O Centro de Estudos e Tecnologias Convergentes para Oncologia de Precisão, o C2PO, é um dos nove centros de estudos ligados à Reitoria
Por Adriana Cruz
O tema do boletim Por Dentro da USP veiculado hoje, dia 11 de julho, é o trabalho desenvolvido pelo Centro de Estudos e Tecnologias Convergentes para Oncologia de Precisão, o C2PO, coordenado pelo professor da Faculdade de Medicina da USP, Roger Chammas. O C2PO é um dos nove centros de estudos criados pela Reitoria.

“Nosso objetivo principal é articular as pesquisas das várias lideranças da área de oncologia que temos distribuídas na USP como um todo. A ideia dessa articulação é colocar os dois principais hospitais que nós temos, o Instituto do Câncer do Estado São Paulo e o Centro de Oncologia do Hospital das Clínicas da Faculdade de Medicina de Ribeirão Preto, como hubs de pesquisa, trazendo, então, a oportunidade de cooperação mútua entre os diferentes grupos, a organização das coortes, isto é, dos grupos de pacientes que vão ser seguidos nos diferentes projetos”, explica Chammas.
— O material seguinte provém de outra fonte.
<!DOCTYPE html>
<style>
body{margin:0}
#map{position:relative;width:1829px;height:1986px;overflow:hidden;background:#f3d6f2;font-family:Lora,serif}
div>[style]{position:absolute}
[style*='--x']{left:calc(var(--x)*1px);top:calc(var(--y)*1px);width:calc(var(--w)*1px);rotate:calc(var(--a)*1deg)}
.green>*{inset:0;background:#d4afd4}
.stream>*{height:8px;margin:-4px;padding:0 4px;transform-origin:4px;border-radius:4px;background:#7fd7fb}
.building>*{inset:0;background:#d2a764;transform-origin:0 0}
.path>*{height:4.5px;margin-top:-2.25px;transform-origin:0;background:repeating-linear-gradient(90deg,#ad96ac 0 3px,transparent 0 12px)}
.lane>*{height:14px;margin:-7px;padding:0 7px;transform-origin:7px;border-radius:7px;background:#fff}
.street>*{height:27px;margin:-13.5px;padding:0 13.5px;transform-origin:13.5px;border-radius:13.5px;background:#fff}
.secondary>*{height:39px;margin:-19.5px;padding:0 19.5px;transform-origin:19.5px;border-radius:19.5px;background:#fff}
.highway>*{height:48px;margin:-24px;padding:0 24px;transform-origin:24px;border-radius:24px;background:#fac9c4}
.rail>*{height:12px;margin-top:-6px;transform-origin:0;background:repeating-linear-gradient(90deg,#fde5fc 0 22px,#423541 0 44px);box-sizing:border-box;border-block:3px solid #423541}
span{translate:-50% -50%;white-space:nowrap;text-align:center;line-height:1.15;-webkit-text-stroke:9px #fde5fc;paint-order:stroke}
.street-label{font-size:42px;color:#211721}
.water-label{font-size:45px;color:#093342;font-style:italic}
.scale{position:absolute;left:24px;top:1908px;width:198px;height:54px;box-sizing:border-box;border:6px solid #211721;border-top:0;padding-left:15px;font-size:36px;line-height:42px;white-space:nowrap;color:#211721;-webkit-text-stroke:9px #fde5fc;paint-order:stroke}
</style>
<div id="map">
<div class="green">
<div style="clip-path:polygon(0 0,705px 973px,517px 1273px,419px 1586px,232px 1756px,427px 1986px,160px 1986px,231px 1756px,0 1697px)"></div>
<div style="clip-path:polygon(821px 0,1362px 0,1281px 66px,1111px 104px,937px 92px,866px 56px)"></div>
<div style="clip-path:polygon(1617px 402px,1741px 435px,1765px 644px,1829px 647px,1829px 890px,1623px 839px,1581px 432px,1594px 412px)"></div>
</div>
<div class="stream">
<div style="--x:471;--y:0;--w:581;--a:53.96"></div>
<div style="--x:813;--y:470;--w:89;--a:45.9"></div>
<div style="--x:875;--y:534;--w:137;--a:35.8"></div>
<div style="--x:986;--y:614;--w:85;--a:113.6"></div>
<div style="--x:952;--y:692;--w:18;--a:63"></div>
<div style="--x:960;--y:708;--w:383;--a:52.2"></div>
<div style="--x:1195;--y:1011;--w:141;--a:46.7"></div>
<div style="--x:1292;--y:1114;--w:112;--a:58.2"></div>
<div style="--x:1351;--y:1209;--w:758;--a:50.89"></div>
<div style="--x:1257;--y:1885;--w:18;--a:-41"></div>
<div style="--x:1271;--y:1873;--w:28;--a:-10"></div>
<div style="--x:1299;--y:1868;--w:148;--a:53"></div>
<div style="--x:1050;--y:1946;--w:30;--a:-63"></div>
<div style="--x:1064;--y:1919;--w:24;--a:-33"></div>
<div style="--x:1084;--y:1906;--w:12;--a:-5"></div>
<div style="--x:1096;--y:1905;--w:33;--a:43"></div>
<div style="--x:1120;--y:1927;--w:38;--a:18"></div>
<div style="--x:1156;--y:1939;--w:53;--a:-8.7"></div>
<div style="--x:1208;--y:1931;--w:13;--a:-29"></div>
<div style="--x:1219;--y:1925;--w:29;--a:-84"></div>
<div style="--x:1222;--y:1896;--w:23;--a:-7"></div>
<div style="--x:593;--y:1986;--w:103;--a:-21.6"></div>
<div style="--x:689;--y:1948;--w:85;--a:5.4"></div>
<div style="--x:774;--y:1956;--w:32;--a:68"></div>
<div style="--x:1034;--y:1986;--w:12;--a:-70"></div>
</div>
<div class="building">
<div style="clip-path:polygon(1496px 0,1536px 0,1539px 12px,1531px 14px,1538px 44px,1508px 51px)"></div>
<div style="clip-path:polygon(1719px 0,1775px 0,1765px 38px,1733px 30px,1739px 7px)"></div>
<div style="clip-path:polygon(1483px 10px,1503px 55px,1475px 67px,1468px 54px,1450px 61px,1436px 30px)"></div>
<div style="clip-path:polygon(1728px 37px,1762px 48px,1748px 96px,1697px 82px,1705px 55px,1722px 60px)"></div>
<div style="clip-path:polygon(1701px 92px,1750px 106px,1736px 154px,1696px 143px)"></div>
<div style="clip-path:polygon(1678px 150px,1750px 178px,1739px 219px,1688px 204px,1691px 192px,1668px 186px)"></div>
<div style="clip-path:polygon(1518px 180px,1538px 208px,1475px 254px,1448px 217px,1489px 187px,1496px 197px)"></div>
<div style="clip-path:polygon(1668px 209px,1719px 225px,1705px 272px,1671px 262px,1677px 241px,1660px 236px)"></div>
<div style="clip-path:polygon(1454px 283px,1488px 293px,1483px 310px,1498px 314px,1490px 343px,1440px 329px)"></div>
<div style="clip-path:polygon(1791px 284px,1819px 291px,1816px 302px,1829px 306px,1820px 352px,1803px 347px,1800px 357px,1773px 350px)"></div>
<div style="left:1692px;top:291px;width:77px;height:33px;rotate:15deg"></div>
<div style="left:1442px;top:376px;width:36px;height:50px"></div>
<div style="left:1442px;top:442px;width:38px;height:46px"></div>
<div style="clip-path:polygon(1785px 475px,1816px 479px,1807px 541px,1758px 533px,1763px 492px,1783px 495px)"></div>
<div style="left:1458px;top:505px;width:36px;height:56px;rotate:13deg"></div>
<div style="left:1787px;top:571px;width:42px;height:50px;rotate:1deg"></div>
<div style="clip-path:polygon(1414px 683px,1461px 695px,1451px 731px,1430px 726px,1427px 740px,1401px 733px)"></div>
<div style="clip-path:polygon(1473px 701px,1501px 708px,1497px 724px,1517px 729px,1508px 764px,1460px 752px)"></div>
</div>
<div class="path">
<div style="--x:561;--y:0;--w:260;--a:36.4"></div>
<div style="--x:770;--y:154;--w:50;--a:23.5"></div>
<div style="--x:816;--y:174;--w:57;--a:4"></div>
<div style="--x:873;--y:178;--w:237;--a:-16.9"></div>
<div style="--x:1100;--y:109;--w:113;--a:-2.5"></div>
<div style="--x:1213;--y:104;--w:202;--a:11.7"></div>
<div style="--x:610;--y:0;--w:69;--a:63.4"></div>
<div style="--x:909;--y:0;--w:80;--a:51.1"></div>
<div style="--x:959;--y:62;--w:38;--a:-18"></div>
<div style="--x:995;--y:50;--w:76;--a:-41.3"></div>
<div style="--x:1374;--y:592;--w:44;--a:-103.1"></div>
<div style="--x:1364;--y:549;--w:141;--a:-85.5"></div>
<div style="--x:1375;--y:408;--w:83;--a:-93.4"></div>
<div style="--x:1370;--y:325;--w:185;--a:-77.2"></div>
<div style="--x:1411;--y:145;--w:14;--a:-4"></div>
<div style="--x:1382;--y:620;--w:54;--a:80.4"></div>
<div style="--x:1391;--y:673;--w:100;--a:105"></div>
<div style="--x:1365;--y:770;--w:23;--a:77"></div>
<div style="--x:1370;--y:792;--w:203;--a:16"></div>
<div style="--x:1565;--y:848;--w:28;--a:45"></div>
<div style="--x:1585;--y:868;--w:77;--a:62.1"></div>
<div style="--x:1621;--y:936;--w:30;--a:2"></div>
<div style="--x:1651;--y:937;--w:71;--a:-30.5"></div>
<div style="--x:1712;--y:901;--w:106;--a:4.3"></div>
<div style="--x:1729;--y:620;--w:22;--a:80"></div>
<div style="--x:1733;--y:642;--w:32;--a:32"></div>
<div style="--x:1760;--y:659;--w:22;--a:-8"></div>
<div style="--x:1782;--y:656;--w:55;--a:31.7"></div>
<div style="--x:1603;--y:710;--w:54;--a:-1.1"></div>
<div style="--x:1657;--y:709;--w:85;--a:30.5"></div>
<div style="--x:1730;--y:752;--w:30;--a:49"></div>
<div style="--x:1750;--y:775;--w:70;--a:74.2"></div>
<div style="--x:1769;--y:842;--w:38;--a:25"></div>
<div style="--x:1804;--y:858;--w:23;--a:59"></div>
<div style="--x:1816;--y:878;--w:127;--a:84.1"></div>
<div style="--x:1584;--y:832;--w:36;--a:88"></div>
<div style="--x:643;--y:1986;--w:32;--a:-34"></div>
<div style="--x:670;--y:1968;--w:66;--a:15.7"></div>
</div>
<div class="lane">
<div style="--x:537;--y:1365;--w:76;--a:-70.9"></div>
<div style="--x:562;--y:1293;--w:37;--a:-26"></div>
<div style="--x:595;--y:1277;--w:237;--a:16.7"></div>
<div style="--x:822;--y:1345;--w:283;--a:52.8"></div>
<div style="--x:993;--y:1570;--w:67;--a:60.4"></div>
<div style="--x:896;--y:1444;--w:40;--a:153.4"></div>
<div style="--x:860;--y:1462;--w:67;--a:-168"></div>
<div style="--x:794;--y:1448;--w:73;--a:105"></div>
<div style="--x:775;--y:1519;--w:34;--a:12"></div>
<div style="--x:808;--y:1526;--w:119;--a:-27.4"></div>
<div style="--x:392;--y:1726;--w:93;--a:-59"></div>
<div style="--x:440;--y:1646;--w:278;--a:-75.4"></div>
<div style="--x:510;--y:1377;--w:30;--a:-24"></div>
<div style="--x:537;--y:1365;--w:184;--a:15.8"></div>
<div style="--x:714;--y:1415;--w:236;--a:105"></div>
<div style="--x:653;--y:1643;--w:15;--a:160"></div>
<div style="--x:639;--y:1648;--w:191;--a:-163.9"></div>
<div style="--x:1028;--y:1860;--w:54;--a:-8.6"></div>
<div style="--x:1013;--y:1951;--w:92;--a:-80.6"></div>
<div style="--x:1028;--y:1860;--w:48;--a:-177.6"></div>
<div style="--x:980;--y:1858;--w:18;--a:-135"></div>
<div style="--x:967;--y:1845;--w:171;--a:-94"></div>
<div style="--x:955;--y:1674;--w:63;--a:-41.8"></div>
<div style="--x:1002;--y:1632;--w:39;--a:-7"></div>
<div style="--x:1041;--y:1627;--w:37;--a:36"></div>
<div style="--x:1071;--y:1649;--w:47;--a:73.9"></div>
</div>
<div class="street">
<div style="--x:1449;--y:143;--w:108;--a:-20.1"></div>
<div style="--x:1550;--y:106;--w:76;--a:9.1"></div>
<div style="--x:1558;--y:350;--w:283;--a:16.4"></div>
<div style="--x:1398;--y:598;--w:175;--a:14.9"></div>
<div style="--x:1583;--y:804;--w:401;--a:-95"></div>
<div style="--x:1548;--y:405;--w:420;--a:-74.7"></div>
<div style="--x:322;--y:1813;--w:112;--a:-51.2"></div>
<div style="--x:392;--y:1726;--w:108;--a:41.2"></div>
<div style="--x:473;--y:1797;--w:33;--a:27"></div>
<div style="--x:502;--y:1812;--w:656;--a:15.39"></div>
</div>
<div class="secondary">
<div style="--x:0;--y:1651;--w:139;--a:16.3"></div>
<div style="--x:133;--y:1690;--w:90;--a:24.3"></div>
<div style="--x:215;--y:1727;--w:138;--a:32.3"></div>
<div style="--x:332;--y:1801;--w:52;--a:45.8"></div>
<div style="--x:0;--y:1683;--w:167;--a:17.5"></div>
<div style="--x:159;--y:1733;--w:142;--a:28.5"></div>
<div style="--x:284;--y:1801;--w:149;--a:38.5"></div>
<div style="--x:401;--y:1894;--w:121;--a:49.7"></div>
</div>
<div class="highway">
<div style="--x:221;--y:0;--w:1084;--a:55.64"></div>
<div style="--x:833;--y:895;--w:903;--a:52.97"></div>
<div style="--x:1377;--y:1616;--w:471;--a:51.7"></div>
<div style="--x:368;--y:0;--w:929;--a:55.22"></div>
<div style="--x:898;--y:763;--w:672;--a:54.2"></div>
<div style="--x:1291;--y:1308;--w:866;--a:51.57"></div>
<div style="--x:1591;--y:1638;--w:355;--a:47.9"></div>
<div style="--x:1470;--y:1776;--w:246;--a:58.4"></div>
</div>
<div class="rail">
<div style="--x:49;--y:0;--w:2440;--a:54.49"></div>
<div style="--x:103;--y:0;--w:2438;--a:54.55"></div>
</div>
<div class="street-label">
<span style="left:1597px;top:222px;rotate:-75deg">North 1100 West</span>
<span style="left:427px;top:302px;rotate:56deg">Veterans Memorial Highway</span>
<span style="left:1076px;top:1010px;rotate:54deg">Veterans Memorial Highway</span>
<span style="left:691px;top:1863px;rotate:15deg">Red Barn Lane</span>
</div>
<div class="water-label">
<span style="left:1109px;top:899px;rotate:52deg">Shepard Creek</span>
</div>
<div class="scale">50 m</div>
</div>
Segundo ele, o centro tem como missão formar a nova geração de pesquisadores na área, “colocando aspectos na formação desses novos pesquisadores relacionados à educação e à comunicação, buscando fortalecer as noções da importância do letramento científico da nossa sociedade e resgatando o papel que o pesquisador, que o cientista tem no letramento dos diferentes públicos”.
No segundo semestre de 2024, o Grupo Educação e Comunicação do C2PO coordenou uma disciplina optativa de graduação ligada à oncologia e ao combate à desinformação acerca do tema: a disciplina PRG0033 – Precisamos Falar de Câncer: Projetos Interdisciplinares de Combate à Desinformação e Preconceitos, ligada à Pró-Reitoria de Graduação. “O objetivo desse curso foi trazer para os alunos de várias áreas as diferentes ferramentas que a gente tem para comunicar atividades científicas. Com isso, os alunos acabaram produzindo material que, de uma forma ou de outra, lidava com aspectos da desinformação. Vamos continuar com a segunda edição do curso neste segundo semestre”, anuncia o professor.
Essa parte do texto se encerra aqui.